** Task data follows **

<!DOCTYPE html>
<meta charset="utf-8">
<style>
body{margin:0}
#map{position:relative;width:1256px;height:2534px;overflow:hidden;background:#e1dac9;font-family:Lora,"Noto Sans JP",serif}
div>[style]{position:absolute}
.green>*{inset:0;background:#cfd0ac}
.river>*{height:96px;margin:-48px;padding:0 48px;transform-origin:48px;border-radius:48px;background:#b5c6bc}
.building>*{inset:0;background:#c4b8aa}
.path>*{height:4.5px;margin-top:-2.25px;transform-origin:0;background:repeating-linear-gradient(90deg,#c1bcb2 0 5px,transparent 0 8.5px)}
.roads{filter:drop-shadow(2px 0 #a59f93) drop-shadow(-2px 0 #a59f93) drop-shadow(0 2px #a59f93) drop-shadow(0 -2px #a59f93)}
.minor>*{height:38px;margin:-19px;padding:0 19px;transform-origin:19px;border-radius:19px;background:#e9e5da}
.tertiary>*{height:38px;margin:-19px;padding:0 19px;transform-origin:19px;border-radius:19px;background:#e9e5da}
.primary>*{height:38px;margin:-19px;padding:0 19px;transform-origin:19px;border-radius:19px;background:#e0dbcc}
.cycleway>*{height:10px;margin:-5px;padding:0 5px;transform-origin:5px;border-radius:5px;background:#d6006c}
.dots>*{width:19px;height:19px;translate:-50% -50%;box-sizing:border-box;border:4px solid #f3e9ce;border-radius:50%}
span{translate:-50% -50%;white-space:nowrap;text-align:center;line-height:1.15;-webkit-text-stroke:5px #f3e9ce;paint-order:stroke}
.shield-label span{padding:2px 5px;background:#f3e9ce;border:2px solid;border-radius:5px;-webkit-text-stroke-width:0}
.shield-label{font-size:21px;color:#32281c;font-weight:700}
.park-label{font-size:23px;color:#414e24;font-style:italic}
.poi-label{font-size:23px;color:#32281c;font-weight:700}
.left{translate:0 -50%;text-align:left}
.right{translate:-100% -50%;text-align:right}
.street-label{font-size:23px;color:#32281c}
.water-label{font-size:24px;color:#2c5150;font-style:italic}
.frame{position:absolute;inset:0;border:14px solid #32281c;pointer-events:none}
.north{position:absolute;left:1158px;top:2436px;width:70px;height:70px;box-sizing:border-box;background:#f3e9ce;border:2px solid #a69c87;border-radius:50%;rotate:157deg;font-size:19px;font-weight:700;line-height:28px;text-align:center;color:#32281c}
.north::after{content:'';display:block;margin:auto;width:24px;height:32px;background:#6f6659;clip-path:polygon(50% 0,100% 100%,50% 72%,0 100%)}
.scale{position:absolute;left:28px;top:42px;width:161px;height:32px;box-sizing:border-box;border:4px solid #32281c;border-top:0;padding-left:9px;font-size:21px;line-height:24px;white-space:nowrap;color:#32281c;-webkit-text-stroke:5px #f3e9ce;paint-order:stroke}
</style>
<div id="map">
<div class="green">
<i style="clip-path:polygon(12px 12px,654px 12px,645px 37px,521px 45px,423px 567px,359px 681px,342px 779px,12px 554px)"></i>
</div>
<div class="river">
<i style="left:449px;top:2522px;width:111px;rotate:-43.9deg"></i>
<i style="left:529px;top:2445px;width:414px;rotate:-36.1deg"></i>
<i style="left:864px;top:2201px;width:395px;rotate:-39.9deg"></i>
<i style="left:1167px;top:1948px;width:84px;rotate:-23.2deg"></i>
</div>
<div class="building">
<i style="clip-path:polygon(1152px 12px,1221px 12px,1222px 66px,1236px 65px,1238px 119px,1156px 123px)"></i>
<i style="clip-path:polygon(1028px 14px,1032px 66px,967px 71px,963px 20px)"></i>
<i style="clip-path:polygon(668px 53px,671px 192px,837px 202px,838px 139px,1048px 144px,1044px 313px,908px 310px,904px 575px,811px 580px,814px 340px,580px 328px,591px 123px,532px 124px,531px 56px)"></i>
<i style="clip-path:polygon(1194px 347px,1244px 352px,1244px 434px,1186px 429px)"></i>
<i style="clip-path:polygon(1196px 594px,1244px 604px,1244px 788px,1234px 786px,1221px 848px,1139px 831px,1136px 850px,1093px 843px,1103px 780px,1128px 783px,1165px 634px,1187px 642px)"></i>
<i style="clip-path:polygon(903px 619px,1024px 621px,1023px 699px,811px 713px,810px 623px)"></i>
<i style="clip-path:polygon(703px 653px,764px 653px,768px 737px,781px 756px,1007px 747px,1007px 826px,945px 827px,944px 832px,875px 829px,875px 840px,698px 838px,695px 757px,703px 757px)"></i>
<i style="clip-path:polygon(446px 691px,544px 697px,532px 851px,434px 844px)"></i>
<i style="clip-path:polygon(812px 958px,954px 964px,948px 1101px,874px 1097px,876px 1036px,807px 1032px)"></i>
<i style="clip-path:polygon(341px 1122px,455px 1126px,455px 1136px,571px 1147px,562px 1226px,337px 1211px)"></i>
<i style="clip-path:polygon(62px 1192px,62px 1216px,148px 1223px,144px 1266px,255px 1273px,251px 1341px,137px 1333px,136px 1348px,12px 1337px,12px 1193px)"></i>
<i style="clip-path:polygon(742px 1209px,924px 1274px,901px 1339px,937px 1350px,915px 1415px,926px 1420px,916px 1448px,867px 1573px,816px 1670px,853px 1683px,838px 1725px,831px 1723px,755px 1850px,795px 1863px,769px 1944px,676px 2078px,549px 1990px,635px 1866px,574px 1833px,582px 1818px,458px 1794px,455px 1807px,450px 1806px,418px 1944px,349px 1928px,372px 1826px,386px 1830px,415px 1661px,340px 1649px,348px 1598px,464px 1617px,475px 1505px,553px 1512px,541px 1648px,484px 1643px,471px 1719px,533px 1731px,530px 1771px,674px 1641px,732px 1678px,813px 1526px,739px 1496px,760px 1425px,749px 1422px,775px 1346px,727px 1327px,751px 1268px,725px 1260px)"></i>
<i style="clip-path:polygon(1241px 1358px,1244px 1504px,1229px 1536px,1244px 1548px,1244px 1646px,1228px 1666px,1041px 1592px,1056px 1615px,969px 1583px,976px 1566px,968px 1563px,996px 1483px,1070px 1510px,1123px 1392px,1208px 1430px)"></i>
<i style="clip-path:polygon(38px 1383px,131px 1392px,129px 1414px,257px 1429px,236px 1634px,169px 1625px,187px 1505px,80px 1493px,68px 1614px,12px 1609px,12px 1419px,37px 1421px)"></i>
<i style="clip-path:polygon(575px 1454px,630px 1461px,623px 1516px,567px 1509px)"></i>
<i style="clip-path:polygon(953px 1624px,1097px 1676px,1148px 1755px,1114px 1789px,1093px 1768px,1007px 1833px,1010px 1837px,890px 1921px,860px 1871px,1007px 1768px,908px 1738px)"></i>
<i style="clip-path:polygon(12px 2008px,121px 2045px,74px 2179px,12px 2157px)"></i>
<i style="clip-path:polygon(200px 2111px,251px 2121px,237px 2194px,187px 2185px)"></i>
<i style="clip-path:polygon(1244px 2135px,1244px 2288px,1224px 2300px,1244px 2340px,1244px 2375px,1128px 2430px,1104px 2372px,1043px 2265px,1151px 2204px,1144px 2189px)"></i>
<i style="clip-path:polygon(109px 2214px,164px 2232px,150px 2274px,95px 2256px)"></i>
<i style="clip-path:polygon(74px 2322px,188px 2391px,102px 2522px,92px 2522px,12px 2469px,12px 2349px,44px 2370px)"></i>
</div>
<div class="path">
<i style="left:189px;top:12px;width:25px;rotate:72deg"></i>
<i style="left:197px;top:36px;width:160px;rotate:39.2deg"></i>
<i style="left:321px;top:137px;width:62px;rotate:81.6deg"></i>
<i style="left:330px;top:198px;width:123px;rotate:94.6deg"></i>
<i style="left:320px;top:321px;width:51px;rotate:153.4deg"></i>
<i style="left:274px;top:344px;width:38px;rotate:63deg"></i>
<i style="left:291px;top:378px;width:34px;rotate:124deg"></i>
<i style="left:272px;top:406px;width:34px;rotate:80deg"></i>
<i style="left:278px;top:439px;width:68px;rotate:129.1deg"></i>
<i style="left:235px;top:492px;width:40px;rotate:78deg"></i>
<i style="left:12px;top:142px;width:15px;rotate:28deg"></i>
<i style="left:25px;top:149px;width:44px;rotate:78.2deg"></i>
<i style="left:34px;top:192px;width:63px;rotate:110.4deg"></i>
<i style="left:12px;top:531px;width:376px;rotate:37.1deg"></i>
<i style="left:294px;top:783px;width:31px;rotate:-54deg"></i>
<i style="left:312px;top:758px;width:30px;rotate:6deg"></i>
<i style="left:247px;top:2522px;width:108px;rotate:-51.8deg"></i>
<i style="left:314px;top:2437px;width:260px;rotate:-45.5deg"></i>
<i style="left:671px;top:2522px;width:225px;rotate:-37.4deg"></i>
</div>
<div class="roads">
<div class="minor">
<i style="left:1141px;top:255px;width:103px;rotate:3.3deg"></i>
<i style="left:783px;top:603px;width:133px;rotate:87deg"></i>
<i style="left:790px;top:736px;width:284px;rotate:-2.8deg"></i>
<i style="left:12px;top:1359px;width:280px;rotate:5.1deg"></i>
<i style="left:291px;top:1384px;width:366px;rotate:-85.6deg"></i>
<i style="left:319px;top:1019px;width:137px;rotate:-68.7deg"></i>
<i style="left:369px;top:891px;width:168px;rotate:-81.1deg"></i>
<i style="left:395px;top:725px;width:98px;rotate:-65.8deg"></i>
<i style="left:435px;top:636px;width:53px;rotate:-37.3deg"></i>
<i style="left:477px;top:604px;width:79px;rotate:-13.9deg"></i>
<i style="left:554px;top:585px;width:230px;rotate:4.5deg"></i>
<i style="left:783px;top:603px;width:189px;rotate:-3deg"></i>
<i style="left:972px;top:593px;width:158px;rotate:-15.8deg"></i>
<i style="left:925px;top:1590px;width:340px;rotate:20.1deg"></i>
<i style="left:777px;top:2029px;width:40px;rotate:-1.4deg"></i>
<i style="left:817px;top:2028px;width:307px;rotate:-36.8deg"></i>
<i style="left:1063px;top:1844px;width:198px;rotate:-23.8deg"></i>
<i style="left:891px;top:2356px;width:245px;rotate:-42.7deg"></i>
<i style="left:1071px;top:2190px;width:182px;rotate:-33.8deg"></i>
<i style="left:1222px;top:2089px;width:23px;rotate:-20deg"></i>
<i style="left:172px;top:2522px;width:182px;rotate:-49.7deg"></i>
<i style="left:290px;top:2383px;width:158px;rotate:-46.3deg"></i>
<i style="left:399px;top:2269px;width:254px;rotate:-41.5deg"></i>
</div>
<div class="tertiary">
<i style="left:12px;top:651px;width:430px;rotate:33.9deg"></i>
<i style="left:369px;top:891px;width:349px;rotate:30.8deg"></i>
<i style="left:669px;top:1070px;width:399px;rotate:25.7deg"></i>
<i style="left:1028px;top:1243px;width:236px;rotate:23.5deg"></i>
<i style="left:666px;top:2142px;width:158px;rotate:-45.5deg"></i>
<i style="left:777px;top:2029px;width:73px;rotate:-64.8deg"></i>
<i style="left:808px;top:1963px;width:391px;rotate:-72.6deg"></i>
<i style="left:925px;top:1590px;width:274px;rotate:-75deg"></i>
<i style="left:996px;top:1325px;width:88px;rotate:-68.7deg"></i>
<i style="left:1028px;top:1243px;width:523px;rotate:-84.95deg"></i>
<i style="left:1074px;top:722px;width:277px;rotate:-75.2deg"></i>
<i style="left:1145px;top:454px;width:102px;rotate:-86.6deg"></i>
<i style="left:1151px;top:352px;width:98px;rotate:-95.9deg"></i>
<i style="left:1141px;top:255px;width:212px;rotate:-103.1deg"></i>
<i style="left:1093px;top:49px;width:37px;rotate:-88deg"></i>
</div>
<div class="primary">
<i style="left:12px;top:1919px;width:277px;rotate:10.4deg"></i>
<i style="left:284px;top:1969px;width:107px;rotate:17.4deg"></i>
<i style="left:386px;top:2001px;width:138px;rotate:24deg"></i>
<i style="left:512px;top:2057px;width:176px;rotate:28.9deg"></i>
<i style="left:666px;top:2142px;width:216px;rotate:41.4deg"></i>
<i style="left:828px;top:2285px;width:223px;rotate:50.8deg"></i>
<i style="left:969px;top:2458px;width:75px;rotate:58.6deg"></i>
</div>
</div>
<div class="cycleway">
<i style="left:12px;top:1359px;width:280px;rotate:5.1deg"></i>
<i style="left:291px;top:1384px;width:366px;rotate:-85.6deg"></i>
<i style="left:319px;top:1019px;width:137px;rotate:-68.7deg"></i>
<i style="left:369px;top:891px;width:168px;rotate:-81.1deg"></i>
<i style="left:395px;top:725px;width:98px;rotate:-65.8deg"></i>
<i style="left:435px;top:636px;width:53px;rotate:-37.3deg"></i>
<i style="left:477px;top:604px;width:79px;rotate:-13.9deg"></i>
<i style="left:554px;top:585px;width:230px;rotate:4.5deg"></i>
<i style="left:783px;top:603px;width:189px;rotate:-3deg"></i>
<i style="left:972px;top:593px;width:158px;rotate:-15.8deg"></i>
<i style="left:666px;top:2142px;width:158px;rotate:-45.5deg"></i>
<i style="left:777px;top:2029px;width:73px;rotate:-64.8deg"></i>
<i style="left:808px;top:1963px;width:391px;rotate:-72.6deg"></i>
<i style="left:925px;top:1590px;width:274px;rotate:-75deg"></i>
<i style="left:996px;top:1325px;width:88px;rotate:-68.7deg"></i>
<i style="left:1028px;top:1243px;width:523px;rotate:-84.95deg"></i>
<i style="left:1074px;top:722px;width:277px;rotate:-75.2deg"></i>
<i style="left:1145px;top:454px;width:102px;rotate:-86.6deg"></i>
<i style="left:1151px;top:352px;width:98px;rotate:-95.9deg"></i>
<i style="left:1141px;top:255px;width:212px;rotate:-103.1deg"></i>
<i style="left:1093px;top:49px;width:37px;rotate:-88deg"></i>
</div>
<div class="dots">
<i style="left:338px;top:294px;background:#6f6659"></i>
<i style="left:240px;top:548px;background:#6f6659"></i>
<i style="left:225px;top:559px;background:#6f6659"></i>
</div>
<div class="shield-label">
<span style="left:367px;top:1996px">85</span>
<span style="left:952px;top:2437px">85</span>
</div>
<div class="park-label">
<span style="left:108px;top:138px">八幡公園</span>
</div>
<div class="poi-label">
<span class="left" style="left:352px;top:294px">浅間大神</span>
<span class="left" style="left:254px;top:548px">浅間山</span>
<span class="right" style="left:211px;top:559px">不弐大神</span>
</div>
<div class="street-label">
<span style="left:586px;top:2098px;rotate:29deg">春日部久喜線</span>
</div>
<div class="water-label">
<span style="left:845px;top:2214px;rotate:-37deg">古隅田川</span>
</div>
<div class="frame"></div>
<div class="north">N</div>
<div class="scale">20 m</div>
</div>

** End of Task data **

## About this exercise
Report back each line of the entries that holds the string "river".

## Solution for this exercise
.river>*{height:96px;margin:-48px;padding:0 48px;transform-origin:48px;border-radius:48px;background:#b5c6bc}
<div class="river">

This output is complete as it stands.